Sarah: Oh, White Fawn. That’s extra romantic.
Petra: And could be completely wrong, so Madeline Baker fans out there, do not yell at me –
Sarah: [Laughs]
Petra: – because I’m too lazy to go upstairs and get this book and check.
Sarah: So, wait, you read that, and you were like, wait, there’s more of this and I want to read it?
Petra: It had sex in it! Come on!
Sarah: Of course, what am I, what am I thinking?
Petra: I was, I was thirteen –
Sarah: [Laughs]
Petra: – and it had sex in it. [Laughs] Like –
Sarah: Okay.
Petra: – like, the only other thing that, like, the only other time, place I’d been exposed to sex in, on the page was the year before, all my friends had been passing around The Valley of Horses.
Sarah: Ooh.
Petra: Which is a good book until you get to the sex.
Sarah: Yes. That, that’s okay until you get there.
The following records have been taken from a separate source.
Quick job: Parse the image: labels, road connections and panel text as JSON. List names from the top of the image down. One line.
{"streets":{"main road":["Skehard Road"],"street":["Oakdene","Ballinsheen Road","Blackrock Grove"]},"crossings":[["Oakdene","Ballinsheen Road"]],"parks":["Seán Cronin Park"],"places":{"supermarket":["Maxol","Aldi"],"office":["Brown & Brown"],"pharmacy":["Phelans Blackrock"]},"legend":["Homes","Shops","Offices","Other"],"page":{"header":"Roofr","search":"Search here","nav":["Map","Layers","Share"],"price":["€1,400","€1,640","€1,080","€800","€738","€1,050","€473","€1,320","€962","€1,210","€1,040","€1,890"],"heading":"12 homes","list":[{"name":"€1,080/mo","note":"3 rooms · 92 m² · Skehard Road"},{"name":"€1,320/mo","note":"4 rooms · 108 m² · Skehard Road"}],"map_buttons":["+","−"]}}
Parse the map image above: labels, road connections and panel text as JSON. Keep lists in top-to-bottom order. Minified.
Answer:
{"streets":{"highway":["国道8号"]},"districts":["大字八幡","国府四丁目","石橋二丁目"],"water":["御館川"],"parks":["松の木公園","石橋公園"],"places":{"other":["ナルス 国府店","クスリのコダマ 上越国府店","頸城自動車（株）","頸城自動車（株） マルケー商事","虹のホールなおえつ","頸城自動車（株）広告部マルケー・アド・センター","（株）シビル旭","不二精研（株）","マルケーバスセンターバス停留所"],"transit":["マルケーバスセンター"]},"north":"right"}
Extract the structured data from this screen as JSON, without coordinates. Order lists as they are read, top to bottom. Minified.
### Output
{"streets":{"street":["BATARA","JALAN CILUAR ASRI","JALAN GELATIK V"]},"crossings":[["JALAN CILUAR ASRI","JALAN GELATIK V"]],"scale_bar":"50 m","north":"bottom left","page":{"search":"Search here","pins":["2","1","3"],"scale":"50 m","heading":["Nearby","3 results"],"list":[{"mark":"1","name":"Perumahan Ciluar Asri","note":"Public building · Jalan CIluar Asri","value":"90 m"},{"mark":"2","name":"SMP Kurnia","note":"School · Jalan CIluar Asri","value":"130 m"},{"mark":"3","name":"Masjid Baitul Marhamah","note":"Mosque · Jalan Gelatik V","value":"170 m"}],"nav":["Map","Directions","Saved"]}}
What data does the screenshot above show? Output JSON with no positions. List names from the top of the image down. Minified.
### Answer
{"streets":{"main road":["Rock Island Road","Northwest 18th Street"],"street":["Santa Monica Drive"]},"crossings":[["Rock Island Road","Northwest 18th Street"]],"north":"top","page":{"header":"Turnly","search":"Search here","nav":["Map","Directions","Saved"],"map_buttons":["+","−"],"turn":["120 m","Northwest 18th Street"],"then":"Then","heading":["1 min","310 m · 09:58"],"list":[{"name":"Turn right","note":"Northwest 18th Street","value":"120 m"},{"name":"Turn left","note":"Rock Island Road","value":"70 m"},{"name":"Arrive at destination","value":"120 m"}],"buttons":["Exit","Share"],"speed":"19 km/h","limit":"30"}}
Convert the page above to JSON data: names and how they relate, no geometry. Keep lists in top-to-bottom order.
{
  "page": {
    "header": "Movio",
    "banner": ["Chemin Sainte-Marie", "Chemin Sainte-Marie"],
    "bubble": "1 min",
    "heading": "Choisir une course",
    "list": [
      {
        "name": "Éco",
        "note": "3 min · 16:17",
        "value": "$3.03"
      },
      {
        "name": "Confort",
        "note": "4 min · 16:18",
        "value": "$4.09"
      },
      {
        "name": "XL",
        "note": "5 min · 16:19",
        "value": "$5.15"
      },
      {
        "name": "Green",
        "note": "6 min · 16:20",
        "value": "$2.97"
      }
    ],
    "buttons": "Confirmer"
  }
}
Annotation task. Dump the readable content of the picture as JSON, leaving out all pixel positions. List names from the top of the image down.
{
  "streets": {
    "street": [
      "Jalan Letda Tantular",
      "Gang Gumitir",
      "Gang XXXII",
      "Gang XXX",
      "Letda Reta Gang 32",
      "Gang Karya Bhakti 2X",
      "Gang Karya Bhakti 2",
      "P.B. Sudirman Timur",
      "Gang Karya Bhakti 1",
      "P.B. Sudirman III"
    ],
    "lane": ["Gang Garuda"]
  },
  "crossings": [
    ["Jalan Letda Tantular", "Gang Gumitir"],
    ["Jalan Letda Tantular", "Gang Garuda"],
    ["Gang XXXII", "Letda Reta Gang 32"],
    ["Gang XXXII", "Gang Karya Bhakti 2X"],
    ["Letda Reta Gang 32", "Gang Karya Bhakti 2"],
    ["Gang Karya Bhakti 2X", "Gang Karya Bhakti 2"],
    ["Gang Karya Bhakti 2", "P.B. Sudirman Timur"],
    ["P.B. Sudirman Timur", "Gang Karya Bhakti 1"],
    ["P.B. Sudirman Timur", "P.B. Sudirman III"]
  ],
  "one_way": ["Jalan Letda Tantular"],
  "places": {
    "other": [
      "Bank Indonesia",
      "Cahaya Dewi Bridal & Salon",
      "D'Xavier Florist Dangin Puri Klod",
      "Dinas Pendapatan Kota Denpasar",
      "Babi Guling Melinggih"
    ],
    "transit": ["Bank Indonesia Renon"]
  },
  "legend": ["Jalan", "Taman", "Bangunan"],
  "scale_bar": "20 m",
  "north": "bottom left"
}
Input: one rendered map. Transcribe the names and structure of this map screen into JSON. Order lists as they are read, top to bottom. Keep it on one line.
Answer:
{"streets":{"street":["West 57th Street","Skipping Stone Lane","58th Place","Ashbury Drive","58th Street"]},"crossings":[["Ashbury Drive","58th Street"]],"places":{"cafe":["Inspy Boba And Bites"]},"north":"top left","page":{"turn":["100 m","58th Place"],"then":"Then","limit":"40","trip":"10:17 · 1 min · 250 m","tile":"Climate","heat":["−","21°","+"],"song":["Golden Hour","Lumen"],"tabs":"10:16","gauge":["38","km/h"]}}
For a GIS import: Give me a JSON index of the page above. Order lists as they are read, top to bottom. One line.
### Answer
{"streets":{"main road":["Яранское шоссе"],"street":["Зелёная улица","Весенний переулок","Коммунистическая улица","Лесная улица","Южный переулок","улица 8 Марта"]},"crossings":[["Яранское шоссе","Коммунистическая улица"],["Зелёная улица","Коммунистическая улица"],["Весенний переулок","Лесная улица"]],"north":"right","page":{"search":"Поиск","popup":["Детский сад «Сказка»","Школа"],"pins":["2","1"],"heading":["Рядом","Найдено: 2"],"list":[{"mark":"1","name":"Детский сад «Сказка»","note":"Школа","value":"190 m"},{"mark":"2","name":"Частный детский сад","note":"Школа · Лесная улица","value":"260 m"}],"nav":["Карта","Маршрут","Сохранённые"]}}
Petra: [Laughs] It’s actually a really interesting book if you just skip the sex scenes, but anyhow, so this was like – and also, you know, there was a certain element in it of tweaking my mother, because she was reading her Dorothy Sayers, and, and I was like, neener neener. [Laughs]
Sarah: I’ve often found that there are, that there are two kinds of sort of inheritances. On one hand, you have people who inherit the romance novel because of someone’s support, and then you have people who inherit it in spite of somebody else, and it’s, it’s either one or the other a lot of the time.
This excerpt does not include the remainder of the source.